Show every line of the data where the word "direction" can be found.

··· Data for processing ···

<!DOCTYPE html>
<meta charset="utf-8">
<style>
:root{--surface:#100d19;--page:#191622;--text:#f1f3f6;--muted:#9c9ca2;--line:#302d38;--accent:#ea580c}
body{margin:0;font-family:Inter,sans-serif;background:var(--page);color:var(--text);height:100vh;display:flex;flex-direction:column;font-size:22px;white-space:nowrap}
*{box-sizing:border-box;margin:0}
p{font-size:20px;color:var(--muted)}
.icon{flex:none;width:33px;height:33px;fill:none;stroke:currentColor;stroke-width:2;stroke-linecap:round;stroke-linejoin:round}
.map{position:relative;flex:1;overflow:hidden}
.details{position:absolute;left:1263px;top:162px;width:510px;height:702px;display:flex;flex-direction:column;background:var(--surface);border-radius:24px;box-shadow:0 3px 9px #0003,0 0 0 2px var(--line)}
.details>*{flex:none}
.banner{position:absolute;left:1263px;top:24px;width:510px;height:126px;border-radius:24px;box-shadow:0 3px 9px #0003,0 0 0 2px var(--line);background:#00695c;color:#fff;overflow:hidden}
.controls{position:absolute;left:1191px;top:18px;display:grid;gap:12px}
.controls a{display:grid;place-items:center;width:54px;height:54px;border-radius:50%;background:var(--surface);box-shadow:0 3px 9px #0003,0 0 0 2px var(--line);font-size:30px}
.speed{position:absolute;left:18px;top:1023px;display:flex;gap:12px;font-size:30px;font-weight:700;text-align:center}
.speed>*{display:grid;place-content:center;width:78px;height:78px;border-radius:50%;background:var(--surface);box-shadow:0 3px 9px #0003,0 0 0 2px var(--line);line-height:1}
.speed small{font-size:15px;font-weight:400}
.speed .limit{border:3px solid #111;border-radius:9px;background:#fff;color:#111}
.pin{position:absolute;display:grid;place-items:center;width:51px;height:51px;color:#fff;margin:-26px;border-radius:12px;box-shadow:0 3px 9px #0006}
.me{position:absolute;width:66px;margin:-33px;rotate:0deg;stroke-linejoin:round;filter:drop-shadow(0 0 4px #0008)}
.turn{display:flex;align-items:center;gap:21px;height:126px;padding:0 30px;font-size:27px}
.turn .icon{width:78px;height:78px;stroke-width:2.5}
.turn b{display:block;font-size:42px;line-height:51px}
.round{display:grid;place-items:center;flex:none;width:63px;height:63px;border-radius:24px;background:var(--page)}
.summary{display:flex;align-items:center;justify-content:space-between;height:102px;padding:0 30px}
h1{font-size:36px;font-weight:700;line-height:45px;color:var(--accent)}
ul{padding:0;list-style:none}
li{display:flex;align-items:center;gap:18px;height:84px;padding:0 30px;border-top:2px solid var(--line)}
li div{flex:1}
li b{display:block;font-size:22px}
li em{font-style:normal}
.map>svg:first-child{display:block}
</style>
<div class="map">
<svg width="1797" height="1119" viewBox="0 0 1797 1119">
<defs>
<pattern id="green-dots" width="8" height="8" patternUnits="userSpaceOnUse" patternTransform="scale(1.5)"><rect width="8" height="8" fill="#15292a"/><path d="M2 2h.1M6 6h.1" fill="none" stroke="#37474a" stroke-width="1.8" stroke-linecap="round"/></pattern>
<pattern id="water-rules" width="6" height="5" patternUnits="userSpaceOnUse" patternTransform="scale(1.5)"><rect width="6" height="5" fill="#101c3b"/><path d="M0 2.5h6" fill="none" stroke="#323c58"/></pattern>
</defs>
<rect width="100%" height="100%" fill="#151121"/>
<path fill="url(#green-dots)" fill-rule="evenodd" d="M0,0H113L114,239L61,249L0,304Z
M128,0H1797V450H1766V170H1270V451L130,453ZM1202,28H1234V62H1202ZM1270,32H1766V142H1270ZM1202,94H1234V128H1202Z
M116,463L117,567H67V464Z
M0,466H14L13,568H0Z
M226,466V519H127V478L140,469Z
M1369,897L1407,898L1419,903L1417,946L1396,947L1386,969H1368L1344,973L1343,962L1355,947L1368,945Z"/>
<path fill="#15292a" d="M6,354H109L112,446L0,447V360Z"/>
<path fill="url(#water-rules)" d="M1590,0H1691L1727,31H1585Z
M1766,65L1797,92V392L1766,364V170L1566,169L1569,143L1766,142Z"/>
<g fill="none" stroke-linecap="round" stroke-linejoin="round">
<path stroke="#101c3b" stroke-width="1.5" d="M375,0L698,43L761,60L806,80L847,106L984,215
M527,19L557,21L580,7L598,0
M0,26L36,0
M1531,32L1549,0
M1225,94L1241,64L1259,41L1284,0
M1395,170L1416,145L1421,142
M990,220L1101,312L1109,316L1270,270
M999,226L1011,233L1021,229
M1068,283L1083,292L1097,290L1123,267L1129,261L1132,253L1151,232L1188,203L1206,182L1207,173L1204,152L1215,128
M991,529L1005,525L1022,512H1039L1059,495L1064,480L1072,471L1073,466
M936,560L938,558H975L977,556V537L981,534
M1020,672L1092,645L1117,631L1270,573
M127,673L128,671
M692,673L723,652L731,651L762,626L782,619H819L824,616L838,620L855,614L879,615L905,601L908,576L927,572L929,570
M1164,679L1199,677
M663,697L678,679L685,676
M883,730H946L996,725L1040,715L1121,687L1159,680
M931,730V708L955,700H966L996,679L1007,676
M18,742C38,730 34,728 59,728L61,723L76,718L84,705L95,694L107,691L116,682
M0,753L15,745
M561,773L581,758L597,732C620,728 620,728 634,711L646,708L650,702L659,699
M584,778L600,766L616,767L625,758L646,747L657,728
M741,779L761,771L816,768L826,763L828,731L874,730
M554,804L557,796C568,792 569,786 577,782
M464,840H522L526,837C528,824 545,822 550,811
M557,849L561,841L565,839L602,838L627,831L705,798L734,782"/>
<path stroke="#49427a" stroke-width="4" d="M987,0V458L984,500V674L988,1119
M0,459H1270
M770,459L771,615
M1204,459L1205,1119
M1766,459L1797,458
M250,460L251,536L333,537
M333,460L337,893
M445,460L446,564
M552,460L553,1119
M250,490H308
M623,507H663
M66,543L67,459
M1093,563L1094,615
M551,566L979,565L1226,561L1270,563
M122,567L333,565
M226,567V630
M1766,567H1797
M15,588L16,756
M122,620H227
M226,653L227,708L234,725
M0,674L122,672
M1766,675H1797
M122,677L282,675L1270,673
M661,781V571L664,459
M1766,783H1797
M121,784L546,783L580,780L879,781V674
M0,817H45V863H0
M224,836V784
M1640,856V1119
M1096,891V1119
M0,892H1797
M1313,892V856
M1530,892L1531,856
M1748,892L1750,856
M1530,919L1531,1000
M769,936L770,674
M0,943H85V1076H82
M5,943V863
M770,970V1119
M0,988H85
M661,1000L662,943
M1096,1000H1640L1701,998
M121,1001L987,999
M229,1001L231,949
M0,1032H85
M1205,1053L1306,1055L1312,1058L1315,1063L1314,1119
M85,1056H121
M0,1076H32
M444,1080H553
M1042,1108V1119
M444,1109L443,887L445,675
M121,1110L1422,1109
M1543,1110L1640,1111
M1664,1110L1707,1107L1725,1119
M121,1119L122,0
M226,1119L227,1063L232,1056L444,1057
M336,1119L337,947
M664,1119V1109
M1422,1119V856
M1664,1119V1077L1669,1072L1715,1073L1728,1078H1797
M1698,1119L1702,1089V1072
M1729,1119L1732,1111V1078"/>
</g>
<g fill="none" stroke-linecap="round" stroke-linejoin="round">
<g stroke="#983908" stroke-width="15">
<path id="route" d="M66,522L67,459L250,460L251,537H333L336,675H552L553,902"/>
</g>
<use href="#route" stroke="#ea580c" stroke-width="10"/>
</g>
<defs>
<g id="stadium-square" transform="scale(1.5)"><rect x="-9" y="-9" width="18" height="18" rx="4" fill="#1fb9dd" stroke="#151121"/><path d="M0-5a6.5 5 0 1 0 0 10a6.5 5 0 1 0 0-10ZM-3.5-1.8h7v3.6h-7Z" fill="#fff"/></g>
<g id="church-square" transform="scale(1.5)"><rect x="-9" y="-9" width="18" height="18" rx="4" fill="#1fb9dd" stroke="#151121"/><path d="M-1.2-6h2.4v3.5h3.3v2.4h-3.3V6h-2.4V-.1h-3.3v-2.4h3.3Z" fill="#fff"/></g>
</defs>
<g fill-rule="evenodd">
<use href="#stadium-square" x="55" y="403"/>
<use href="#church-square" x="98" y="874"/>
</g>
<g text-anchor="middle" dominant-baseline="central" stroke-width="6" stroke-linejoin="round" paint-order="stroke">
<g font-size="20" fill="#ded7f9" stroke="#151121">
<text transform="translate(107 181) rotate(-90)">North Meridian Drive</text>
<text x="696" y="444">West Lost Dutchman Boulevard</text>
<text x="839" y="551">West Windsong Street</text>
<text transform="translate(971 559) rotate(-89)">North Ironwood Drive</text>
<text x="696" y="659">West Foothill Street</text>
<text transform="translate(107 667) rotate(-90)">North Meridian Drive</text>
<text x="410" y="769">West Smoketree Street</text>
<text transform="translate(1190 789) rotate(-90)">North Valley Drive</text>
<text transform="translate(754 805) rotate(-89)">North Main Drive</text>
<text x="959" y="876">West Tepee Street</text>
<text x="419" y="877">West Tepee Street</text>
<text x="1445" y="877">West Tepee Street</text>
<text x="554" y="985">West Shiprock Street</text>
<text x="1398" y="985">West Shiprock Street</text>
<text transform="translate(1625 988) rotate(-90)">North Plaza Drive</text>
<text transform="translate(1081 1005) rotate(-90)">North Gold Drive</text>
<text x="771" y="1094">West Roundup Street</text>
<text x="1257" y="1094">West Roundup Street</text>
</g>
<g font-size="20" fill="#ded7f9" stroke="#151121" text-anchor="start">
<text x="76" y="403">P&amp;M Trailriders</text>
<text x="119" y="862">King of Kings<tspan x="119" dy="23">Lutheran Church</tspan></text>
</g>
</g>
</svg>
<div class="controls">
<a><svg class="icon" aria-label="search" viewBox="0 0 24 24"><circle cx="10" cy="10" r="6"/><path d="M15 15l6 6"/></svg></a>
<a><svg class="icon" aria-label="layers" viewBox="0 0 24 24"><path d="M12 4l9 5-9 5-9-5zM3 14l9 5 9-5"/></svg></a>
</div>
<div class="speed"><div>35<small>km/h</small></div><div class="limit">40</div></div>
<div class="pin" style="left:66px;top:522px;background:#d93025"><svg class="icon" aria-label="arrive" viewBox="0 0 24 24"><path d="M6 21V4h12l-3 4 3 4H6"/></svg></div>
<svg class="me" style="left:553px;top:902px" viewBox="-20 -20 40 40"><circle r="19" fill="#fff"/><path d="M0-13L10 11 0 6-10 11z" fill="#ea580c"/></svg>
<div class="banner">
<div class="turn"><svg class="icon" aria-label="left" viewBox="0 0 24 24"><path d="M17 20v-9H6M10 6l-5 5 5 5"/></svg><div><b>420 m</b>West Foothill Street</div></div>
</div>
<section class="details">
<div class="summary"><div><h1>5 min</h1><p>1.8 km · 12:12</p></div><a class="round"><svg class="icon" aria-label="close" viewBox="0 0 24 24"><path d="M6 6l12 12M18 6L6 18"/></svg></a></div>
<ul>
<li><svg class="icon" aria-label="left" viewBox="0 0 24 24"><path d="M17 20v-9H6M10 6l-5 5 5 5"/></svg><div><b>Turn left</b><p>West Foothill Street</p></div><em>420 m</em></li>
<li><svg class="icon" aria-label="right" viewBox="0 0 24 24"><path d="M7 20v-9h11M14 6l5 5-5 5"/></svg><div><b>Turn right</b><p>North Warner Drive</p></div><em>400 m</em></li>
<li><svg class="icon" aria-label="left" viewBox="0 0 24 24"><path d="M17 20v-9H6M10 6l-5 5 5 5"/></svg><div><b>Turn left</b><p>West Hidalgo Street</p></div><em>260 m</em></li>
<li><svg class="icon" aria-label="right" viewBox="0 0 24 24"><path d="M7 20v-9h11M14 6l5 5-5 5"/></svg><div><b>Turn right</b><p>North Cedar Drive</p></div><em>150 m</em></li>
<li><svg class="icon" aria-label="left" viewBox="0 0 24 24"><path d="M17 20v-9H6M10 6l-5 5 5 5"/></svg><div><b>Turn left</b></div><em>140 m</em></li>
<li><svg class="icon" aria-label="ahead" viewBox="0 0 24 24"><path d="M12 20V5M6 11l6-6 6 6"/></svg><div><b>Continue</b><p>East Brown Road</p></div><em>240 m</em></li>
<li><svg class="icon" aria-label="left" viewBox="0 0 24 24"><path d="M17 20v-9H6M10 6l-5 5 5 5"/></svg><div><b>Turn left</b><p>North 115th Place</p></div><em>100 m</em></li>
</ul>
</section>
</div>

···

- [Output below]
body{margin:0;font-family:Inter,sans-serif;background:var(--page);color:var(--text);height:100vh;display:flex;flex-direction:column;font-size:22px;white-space:nowrap}
.details{position:absolute;left:1263px;top:162px;width:510px;height:702px;display:flex;flex-direction:column;background:var(--surface);border-radius:24px;box-shadow:0 3px 9px #0003,0 0 0 2px var(--line)}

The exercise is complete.